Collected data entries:
=== Section Start ===

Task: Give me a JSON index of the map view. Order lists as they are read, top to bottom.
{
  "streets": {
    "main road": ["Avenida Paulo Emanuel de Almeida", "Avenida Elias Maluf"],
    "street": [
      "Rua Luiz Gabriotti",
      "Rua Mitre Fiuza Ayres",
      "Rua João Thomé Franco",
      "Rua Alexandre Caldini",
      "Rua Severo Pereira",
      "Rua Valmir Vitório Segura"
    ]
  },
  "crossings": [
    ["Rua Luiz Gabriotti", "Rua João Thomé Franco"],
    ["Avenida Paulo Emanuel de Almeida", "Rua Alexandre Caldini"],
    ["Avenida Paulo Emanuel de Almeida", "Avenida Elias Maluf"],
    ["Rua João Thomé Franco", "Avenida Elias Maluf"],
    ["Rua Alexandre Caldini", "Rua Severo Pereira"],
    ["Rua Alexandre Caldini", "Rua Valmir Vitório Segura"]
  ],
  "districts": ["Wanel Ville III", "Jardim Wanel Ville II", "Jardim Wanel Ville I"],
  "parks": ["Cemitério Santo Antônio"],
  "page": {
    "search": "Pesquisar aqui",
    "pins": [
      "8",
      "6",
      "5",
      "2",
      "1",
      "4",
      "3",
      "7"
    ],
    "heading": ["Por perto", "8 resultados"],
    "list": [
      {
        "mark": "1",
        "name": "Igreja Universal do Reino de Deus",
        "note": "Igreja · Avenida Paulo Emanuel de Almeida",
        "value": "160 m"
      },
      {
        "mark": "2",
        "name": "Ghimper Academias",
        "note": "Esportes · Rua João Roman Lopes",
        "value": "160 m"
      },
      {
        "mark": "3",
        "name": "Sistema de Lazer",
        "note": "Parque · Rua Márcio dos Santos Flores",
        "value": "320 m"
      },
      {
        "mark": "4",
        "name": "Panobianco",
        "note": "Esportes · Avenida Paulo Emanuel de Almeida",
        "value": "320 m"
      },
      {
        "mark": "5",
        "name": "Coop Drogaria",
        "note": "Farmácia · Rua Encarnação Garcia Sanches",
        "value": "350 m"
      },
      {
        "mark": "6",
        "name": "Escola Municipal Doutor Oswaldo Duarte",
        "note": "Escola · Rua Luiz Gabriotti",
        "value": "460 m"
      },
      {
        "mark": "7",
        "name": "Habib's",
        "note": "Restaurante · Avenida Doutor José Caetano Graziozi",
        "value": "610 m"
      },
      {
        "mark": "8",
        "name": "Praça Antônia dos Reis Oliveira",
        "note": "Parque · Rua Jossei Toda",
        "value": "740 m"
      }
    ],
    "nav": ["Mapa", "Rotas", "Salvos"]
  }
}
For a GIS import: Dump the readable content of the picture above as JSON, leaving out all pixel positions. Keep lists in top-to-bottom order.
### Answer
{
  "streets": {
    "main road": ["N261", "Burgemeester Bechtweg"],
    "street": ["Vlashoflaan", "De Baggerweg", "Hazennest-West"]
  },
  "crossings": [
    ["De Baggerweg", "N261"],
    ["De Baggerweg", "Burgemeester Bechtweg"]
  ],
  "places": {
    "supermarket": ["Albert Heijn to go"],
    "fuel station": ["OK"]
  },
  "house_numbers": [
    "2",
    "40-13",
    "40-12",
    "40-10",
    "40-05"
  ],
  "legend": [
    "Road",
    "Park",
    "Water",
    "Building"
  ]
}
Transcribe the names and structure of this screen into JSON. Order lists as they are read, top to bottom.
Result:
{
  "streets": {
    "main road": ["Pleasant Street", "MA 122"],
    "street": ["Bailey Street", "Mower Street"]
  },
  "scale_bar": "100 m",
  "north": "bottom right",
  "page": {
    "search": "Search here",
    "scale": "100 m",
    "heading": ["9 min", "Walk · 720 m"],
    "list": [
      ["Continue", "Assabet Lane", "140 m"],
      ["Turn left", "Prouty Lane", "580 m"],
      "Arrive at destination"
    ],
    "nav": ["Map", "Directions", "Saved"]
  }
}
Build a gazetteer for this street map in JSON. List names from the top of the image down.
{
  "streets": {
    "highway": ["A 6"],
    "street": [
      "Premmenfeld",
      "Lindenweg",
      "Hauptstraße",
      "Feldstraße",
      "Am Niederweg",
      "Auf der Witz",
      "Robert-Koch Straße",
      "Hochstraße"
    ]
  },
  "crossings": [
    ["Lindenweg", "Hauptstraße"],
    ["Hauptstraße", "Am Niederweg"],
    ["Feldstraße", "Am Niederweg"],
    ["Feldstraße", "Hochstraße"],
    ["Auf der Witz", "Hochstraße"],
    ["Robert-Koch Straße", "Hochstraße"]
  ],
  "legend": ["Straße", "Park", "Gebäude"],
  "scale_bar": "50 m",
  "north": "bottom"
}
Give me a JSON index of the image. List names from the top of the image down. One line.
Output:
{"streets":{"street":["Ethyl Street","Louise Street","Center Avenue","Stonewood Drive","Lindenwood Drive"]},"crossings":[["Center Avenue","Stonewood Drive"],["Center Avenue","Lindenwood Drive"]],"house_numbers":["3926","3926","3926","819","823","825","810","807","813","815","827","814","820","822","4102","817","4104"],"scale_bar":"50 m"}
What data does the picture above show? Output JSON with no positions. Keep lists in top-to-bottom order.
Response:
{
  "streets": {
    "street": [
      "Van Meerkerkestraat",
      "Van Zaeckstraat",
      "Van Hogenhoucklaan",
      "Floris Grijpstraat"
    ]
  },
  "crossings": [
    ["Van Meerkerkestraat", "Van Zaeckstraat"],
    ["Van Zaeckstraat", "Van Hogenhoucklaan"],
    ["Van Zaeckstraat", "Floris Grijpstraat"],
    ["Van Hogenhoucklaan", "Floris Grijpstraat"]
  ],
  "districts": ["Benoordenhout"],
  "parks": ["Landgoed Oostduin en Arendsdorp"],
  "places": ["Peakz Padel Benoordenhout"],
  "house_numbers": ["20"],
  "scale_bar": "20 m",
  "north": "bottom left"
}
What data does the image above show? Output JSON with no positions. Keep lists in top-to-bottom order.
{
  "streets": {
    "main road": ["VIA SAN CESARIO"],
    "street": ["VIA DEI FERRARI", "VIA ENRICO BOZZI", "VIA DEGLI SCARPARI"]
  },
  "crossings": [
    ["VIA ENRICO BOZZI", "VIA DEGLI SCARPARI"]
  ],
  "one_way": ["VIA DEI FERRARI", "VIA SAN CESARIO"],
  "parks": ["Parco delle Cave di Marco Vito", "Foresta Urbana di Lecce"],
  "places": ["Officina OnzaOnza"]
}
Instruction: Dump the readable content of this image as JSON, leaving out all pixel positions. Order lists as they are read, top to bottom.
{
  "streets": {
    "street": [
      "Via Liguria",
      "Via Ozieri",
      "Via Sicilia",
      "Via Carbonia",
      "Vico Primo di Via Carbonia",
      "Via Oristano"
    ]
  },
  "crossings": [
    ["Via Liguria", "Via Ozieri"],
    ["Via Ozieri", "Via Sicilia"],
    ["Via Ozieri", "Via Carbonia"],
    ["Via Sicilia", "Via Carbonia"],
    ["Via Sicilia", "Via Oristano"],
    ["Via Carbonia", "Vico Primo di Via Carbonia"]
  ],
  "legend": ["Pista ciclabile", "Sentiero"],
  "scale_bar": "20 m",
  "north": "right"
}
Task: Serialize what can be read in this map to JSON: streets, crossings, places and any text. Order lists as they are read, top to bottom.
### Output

=== Section End ===

About this task: Give the records above again in full, keeping every character unchanged.

Task response:
Task: Give me a JSON index of the map view. Order lists as they are read, top to bottom.
{
  "streets": {
    "main road": ["Avenida Paulo Emanuel de Almeida", "Avenida Elias Maluf"],
    "street": [
      "Rua Luiz Gabriotti",
      "Rua Mitre Fiuza Ayres",
      "Rua João Thomé Franco",
      "Rua Alexandre Caldini",
      "Rua Severo Pereira",
      "Rua Valmir Vitório Segura"
    ]
  },
  "crossings": [
    ["Rua Luiz Gabriotti", "Rua João Thomé Franco"],
    ["Avenida Paulo Emanuel de Almeida", "Rua Alexandre Caldini"],
    ["Avenida Paulo Emanuel de Almeida", "Avenida Elias Maluf"],
    ["Rua João Thomé Franco", "Avenida Elias Maluf"],
    ["Rua Alexandre Caldini", "Rua Severo Pereira"],
    ["Rua Alexandre Caldini", "Rua Valmir Vitório Segura"]
  ],
  "districts": ["Wanel Ville III", "Jardim Wanel Ville II", "Jardim Wanel Ville I"],
  "parks": ["Cemitério Santo Antônio"],
  "page": {
    "search": "Pesquisar aqui",
    "pins": [
      "8",
      "6",
      "5",
      "2",
      "1",
      "4",
      "3",
      "7"
    ],
    "heading": ["Por perto", "8 resultados"],
    "list": [
      {
        "mark": "1",
        "name": "Igreja Universal do Reino de Deus",
        "note": "Igreja · Avenida Paulo Emanuel de Almeida",
        "value": "160 m"
      },
      {
        "mark": "2",
        "name": "Ghimper Academias",
        "note": "Esportes · Rua João Roman Lopes",
        "value": "160 m"
      },
      {
        "mark": "3",
        "name": "Sistema de Lazer",
        "note": "Parque · Rua Márcio dos Santos Flores",
        "value": "320 m"
      },
      {
        "mark": "4",
        "name": "Panobianco",
        "note": "Esportes · Avenida Paulo Emanuel de Almeida",
        "value": "320 m"
      },
      {
        "mark": "5",
        "name": "Coop Drogaria",
        "note": "Farmácia · Rua Encarnação Garcia Sanches",
        "value": "350 m"
      },
      {
        "mark": "6",
        "name": "Escola Municipal Doutor Oswaldo Duarte",
        "note": "Escola · Rua Luiz Gabriotti",
        "value": "460 m"
      },
      {
        "mark": "7",
        "name": "Habib's",
        "note": "Restaurante · Avenida Doutor José Caetano Graziozi",
        "value": "610 m"
      },
      {
        "mark": "8",
        "name": "Praça Antônia dos Reis Oliveira",
        "note": "Parque · Rua Jossei Toda",
        "value": "740 m"
      }
    ],
    "nav": ["Mapa", "Rotas", "Salvos"]
  }
}
For a GIS import: Dump the readable content of the picture above as JSON, leaving out all pixel positions. Keep lists in top-to-bottom order.
### Answer
{
  "streets": {
    "main road": ["N261", "Burgemeester Bechtweg"],
    "street": ["Vlashoflaan", "De Baggerweg", "Hazennest-West"]
  },
  "crossings": [
    ["De Baggerweg", "N261"],
    ["De Baggerweg", "Burgemeester Bechtweg"]
  ],
  "places": {
    "supermarket": ["Albert Heijn to go"],
    "fuel station": ["OK"]
  },
  "house_numbers": [
    "2",
    "40-13",
    "40-12",
    "40-10",
    "40-05"
  ],
  "legend": [
    "Road",
    "Park",
    "Water",
    "Building"
  ]
}
Transcribe the names and structure of this screen into JSON. Order lists as they are read, top to bottom.
Result:
{
  "streets": {
    "main road": ["Pleasant Street", "MA 122"],
    "street": ["Bailey Street", "Mower Street"]
  },
  "scale_bar": "100 m",
  "north": "bottom right",
  "page": {
    "search": "Search here",
    "scale": "100 m",
    "heading": ["9 min", "Walk · 720 m"],
    "list": [
      ["Continue", "Assabet Lane", "140 m"],
      ["Turn left", "Prouty Lane", "580 m"],
      "Arrive at destination"
    ],
    "nav": ["Map", "Directions", "Saved"]
  }
}
Build a gazetteer for this street map in JSON. List names from the top of the image down.
{
  "streets": {
    "highway": ["A 6"],
    "street": [
      "Premmenfeld",
      "Lindenweg",
      "Hauptstraße",
      "Feldstraße",
      "Am Niederweg",
      "Auf der Witz",
      "Robert-Koch Straße",
      "Hochstraße"
    ]
  },
  "crossings": [
    ["Lindenweg", "Hauptstraße"],
    ["Hauptstraße", "Am Niederweg"],
    ["Feldstraße", "Am Niederweg"],
    ["Feldstraße", "Hochstraße"],
    ["Auf der Witz", "Hochstraße"],
    ["Robert-Koch Straße", "Hochstraße"]
  ],
  "legend": ["Straße", "Park", "Gebäude"],
  "scale_bar": "50 m",
  "north": "bottom"
}
Give me a JSON index of the image. List names from the top of the image down. One line.
Output:
{"streets":{"street":["Ethyl Street","Louise Street","Center Avenue","Stonewood Drive","Lindenwood Drive"]},"crossings":[["Center Avenue","Stonewood Drive"],["Center Avenue","Lindenwood Drive"]],"house_numbers":["3926","3926","3926","819","823","825","810","807","813","815","827","814","820","822","4102","817","4104"],"scale_bar":"50 m"}
What data does the picture above show? Output JSON with no positions. Keep lists in top-to-bottom order.
Response:
{
  "streets": {
    "street": [
      "Van Meerkerkestraat",
      "Van Zaeckstraat",
      "Van Hogenhoucklaan",
      "Floris Grijpstraat"
    ]
  },
  "crossings": [
    ["Van Meerkerkestraat", "Van Zaeckstraat"],
    ["Van Zaeckstraat", "Van Hogenhoucklaan"],
    ["Van Zaeckstraat", "Floris Grijpstraat"],
    ["Van Hogenhoucklaan", "Floris Grijpstraat"]
  ],
  "districts": ["Benoordenhout"],
  "parks": ["Landgoed Oostduin en Arendsdorp"],
  "places": ["Peakz Padel Benoordenhout"],
  "house_numbers": ["20"],
  "scale_bar": "20 m",
  "north": "bottom left"
}
What data does the image above show? Output JSON with no positions. Keep lists in top-to-bottom order.
{
  "streets": {
    "main road": ["VIA SAN CESARIO"],
    "street": ["VIA DEI FERRARI", "VIA ENRICO BOZZI", "VIA DEGLI SCARPARI"]
  },
  "crossings": [
    ["VIA ENRICO BOZZI", "VIA DEGLI SCARPARI"]
  ],
  "one_way": ["VIA DEI FERRARI", "VIA SAN CESARIO"],
  "parks": ["Parco delle Cave di Marco Vito", "Foresta Urbana di Lecce"],
  "places": ["Officina OnzaOnza"]
}
Instruction: Dump the readable content of this image as JSON, leaving out all pixel positions. Order lists as they are read, top to bottom.
{
  "streets": {
    "street": [
      "Via Liguria",
      "Via Ozieri",
      "Via Sicilia",
      "Via Carbonia",
      "Vico Primo di Via Carbonia",
      "Via Oristano"
    ]
  },
  "crossings": [
    ["Via Liguria", "Via Ozieri"],
    ["Via Ozieri", "Via Sicilia"],
    ["Via Ozieri", "Via Carbonia"],
    ["Via Sicilia", "Via Carbonia"],
    ["Via Sicilia", "Via Oristano"],
    ["Via Carbonia", "Vico Primo di Via Carbonia"]
  ],
  "legend": ["Pista ciclabile", "Sentiero"],
  "scale_bar": "20 m",
  "north": "right"
}
Task: Serialize what can be read in this map to JSON: streets, crossings, places and any text. Order lists as they are read, top to bottom.
### Output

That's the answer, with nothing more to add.